In the first example, motion of a sphere of unit mass and radius \(a\), rolling on the rough inside wall of a fixed vertical cylinder with radius \(b\), is investigated. The sphere and the cylinder, together with a fixed coordinate system \(Oxyz\) and a rotating coordinate system \(Ox_{1} y_{1} z_{1}\), are shown in Fig. 1. Moreover, the action of gravity is along the negative \(Oz\) axis. Then, if \(\{ \begin{array}{*{20}c} {\underline {e}_{\;x} } & {\underline {e}_{\;y} } & {\underline {e}_{\;z} } \\ \end{array} \}\) and \(\{ \begin{array}{*{20}c} {\underline {e}_{\;1} } & {\underline {e}_{\;2} } & {\underline {e}_{\;3} } \\ \end{array} \}\) are appropriate orthonormal bases for the coordinate frames \(Oxyz\) and \(Ox_{1} y_{1} z_{1}\), respectively, it easily turns out that

$$ \underline {e}_{\;1} = \underline {e}_{\;2} \times \underline {e}_{\;3} = \frac{{\underline {e}_{\;z} \times \underline {r} }}{{||\underline {e}_{\;z} \times \underline {r} ||}} \times \underline {e}_{\;z} \quad \Rightarrow \quad \underline {e}_{\;1} = \frac{1}{{||\underline {e}_{\;z} \times \underline {r} ||}}(I_{3} - E)\underline {r} , $$
(62)

where \(\underline {r} = \underline {r}_{OG}\) is the position vector of the center of mass \(G\) of the sphere, \(I_{3}\) is the \(3 \times 3\) identity matrix and

$$ E = \underline {e}_{\;z} \underline {e}_{\;z}^{T} . $$
Fig. 1
figure 1

A sphere rolling on a fixed vertical cylinder

In addition, if \(C\) is the contact point of the sphere with the cylinder, the condition of rolling without slipping of the sphere on the cylinder is expressed by

$$ \underline {v}_{C} = \underline {0} \quad \Rightarrow \quad \underline {v}_{G} + \underline {\omega } \times \underline {r}_{GC} = \underline {0} , $$
(63)

where \(\underline {\omega }\) is the angular velocity of the sphere and \(\underline {r}_{GC} = a\underline {e}_{1}\).

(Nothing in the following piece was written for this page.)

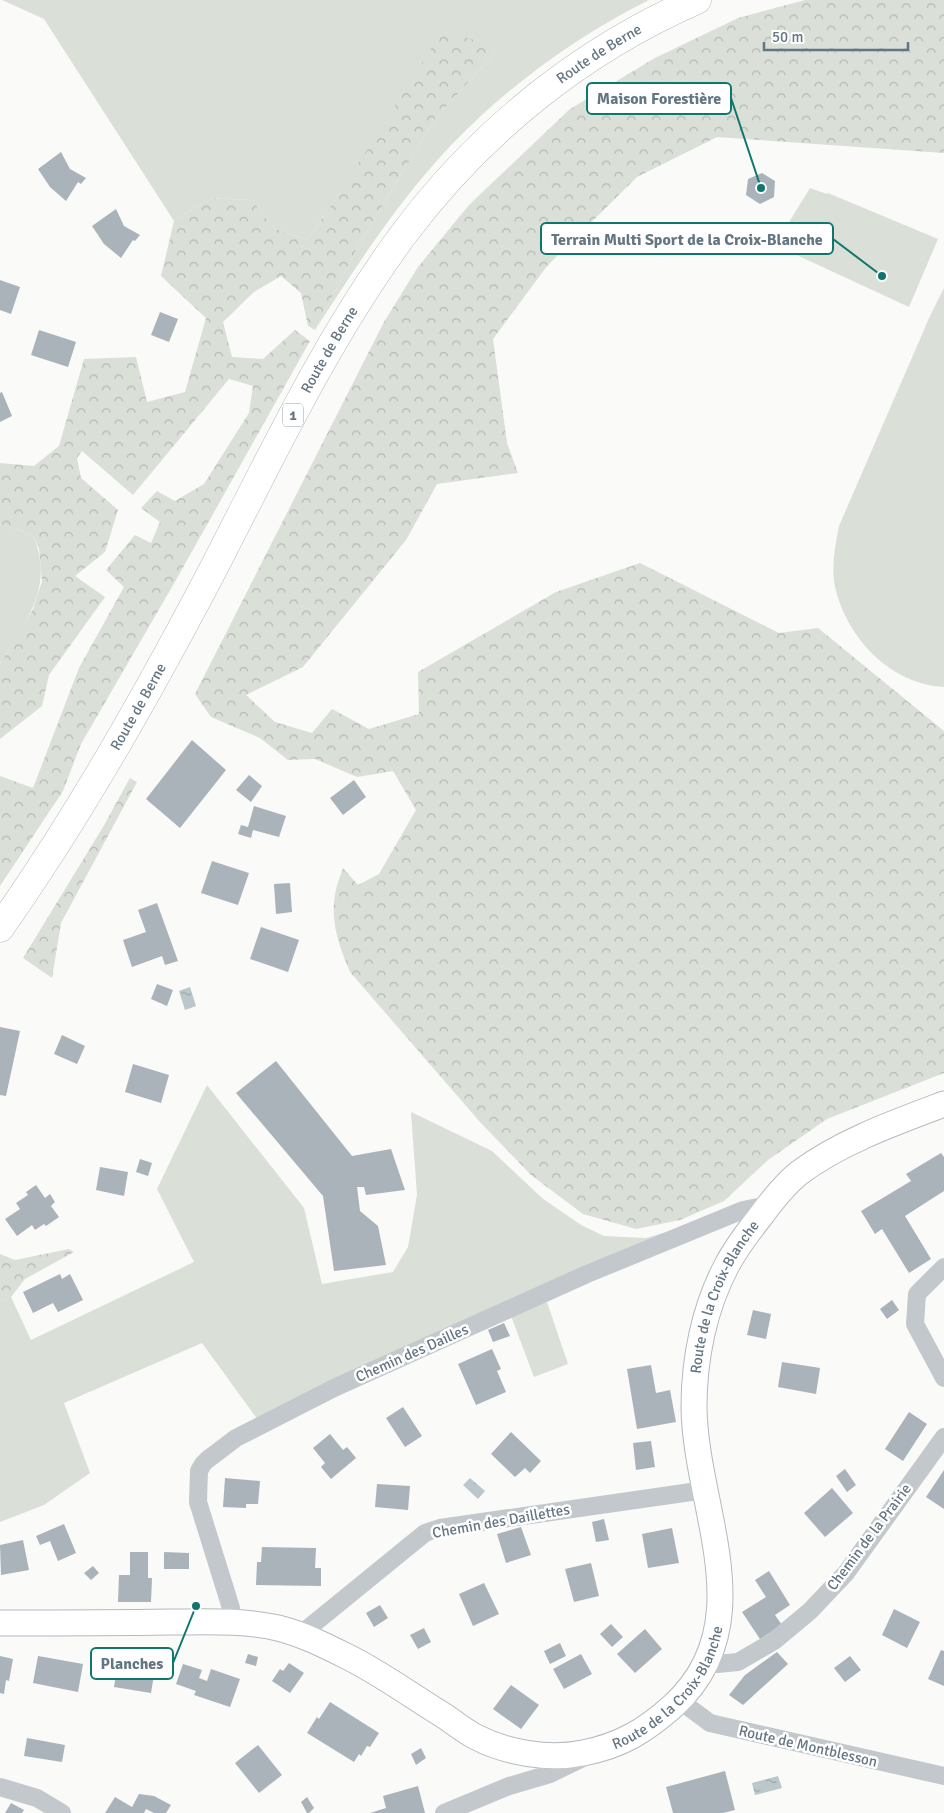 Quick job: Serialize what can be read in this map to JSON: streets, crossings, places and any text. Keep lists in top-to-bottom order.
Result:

Therefore, after relating the components of the angular velocity of the sphere in the \(Oxyz\) and a body frame (fixed in the sphere), through the corresponding rotation matrix \(R\), i.e.,

$$ \underline {\omega } = R\,\underline {\Omega } , $$

the rolling condition is put eventually in the form

$$ \underline {v}_{G} + \tilde{\omega }\,\underline {r}_{GC} = \underline {v}_{G} - \tilde{r}_{GC} (R\,\underline {\Omega } ) = \underline {0} . $$

As usual, \(\tilde{\omega }\) represents the \(3 \times 3\) antisymmetric matrix corresponding to the 3-vector \(\underline {\omega }\) [1]. Equivalently, after performing some straightforward operations, this leads to

$$\left[I_{3}-\frac{a}{||\underline{e}_{{z}} \times \underline{r}||}\{(\widetilde {{I_3} - E})\underline{r}\}R\right] \left(\begin{array}{c} \underline{v} _{{G}} \\ \underline{\Omega} \end{array} \right) = \underline{0} .$$
(64)

This condition belongs to the class of constraints expressed by Eq. (3) with

$$A=\left[I_{3}-\frac{a}{||\underline{e}_{{z}} \times \underline{r}||}\{(\widetilde {{I_3} - E})\underline{r}\}R\right] \quad and \quad \underline{v} =\left(\begin{array}{c} \underline{v} _{{G}} \\ \underline{\Omega} \end{array} \right).$$

An exact solution for this problem can be found in pp. 95–98 of ref. [5].

Next, a selected set of numerical results is presented in Fig. 2. These results were obtained for the parameter values \(a = 0.4\;{\text{m}}\), \(b = 1\;{\text{m}}\), \(z_{0} = 1.224\;{\text{m}}\), \(\omega_{z0} = \omega_{30} = - 5\;{\text{rad/s}}\) and a gravity acceleration \(g = 9.81\;{{\text{m}} \mathord{\left/ {\vphantom {{\text{m}} {{\text{s}}^{{2}} }}} \right. \kern-\nulldelimiterspace} {{\text{s}}^{{2}} }}\). Also, selecting the amplitude \(A = 1\;{\text{m}}\) and the phase \(\mathscr{E} = 0\) in the exact expression of \(\omega_{2}\), presented by Eq. (2.24) in [5], leads to the initial angular velocity values \(\omega_{20} = 0\) and \(\omega_{10} = - 20.265\;{\text{rad/s}}\).

Fig. 2
figure 2

Rolling sphere on a fixed vertical cylinder: a vertical displacement \(z\) of the sphere center for \(0 < t < 10\;\sec\), b displacement \(z\) for \(10\;\sec < t < 20\;\sec\), c displacement \(z\) for \(95\;\sec < t < 100\;\sec\), d mechanical energy for \(0 < t < 5\;\sec\), e norm \(||{\underline {\mathcal{R}} }_{\,C} ||\) of the residual of the constraint equations for \(0 < t < 5\;\sec\), f time step for \(0 < t < 5\;\sec\)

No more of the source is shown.